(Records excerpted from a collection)
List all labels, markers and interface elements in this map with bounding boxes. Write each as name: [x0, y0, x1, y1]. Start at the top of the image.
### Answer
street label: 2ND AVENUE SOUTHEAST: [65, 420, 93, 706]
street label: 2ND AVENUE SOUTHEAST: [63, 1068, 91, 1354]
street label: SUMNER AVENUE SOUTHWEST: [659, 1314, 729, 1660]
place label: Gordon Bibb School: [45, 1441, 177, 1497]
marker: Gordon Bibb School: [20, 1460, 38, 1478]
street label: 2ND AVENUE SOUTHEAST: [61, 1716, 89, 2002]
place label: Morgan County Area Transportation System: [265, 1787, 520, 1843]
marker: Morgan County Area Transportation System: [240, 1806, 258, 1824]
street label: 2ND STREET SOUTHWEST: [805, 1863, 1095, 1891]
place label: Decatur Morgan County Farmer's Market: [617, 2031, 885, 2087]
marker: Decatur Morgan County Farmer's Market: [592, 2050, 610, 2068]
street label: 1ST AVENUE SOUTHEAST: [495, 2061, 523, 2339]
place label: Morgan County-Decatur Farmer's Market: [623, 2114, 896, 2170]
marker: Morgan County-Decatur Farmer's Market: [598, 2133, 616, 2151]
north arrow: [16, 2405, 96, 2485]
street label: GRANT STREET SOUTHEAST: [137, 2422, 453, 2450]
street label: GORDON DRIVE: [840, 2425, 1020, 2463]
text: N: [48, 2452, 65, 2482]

==

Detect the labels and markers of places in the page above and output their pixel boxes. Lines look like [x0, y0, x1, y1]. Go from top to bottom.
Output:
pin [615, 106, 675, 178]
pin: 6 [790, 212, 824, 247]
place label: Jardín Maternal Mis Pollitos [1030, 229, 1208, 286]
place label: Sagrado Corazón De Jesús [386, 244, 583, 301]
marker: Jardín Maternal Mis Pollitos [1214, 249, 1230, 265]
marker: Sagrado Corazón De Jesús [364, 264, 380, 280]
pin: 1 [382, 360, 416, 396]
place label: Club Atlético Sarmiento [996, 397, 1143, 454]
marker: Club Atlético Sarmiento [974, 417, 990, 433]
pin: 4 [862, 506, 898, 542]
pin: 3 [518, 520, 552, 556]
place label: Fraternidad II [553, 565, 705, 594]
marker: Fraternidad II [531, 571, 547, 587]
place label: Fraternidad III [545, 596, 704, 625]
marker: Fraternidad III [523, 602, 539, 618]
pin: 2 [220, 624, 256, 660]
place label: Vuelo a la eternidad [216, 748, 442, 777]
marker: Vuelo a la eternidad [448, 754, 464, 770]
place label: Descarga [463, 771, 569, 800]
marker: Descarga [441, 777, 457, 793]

==

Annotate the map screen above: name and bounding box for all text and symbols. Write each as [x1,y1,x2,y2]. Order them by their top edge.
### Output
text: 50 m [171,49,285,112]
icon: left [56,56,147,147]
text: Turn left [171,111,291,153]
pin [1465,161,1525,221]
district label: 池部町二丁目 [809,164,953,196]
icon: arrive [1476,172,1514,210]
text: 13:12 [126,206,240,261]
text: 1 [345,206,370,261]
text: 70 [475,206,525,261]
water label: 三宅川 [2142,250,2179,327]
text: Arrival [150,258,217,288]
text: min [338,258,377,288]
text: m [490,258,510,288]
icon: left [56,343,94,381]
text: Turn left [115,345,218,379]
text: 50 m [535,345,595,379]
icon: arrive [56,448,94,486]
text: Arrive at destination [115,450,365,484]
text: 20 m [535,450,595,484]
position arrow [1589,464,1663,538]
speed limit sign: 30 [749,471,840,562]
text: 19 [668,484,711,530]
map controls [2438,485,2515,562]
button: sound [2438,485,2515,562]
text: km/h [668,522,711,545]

• EXERCISE AIM: If a line of the data contains "boxes", copy it out.

• OUTPUT FOR THIS EXERCISE:
List all labels, markers and interface elements in this map with bounding boxes. Write each as name: [x0, y0, x1, y1]. Start at the top of the image.
Detect the labels and markers of places in the page above and output their pixel boxes. Lines look like [x0, y0, x1, y1]. Go from top to bottom.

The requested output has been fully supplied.